Their report, Early Adopters of HIV Preexposure Prophylaxis in a Population-based Combination Prevention Study in Rural Kenya and Uganda was published this week in Clinical Infectious Diseases. The study, in which researchers analyzed factors increasing the likelihood of PrEP acceptance among people in two countries with high HIV prevalence who had either described situations that increased their risks of infection, or who considered themselves at high risk of infection, took place in the context of the SEARCH — Sustainable East Africa Research in Community Health — Study.

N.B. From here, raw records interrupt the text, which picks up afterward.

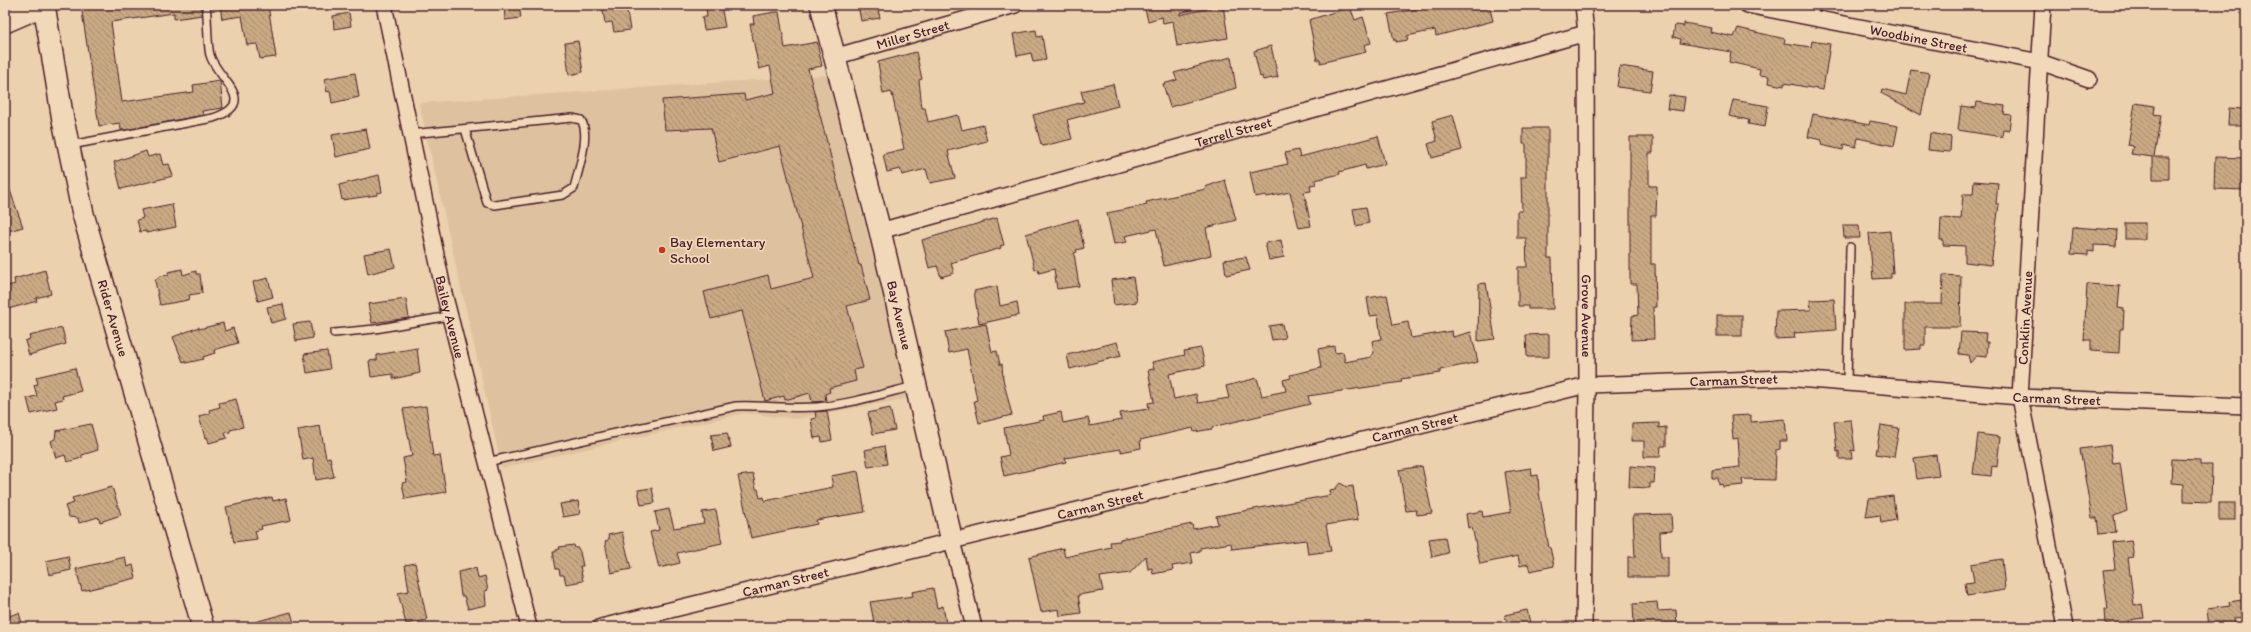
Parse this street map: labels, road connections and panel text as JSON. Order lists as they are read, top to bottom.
{
  "streets": {
    "street": [
      "Miller Street",
      "Woodbine Street",
      "Terrell Street",
      "Bay Avenue",
      "Grove Avenue",
      "Bailey Avenue",
      "Rider Avenue",
      "Conklin Avenue",
      "Carman Street"
    ]
  },
  "crossings": [
    ["Miller Street", "Bay Avenue"],
    ["Woodbine Street", "Conklin Avenue"],
    ["Terrell Street", "Bay Avenue"],
    ["Terrell Street", "Grove Avenue"],
    ["Bay Avenue", "Carman Street"],
    ["Grove Avenue", "Carman Street"],
    ["Conklin Avenue", "Carman Street"]
  ],
  "places": ["Bay Elementary School"]
}
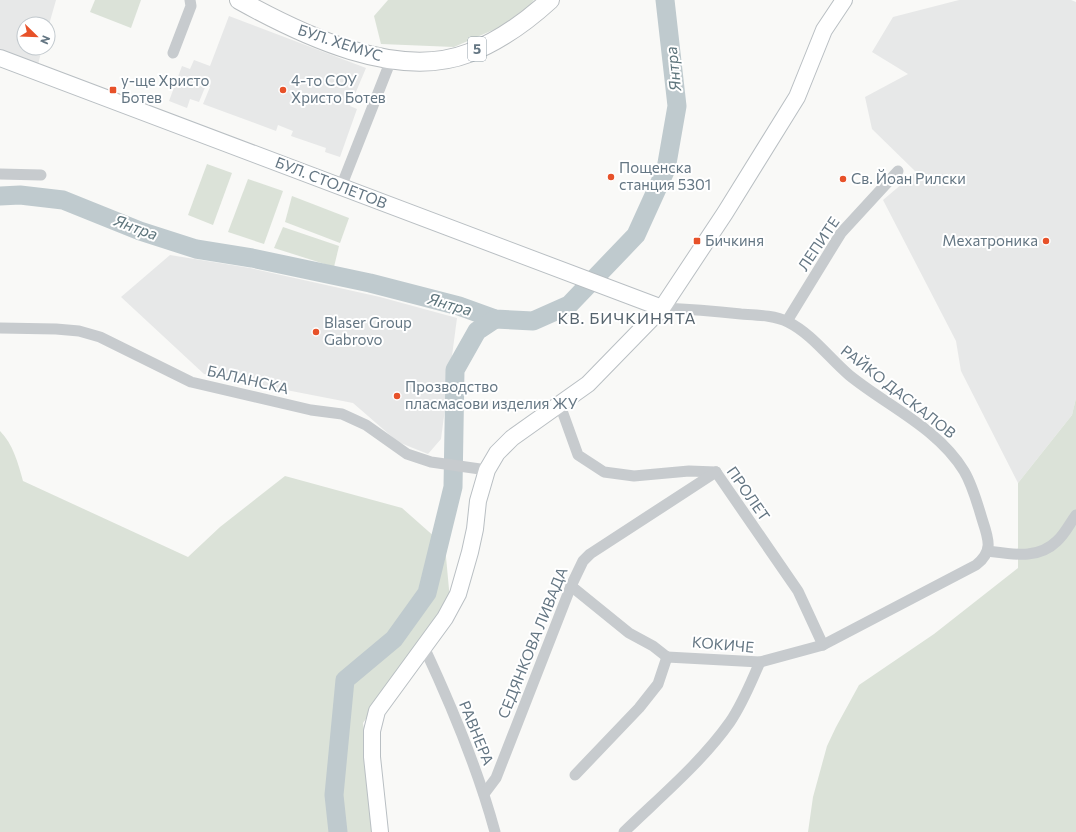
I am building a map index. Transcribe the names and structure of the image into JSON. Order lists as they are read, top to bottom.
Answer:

Researchers found that people who considered themselves at higher risk were more likely to immediately accept PrEP than people who researchers determined were at higher risk based on answers to questions about their number of concurrent partners, condom use, circumcision, and their knowledge of their partner’s status. Only 35 percent of those deemed by researchers to be at higher risk of infection considered themselves to be at high risk, according to the report. Those who perceived their own risks as high tended to be older, with 42 percent at least 36 years old. People who were tested for HIV and interviewed at community events were also likelier to immediately accept PrEP than people who were tested and interviewed at their homes.

The findings indicate that additional strategies are needed to educate people, particularly younger adults, about their HIV risks and the benefits of PrEP, and to increase access to PrEP for people who test at home, the authors write.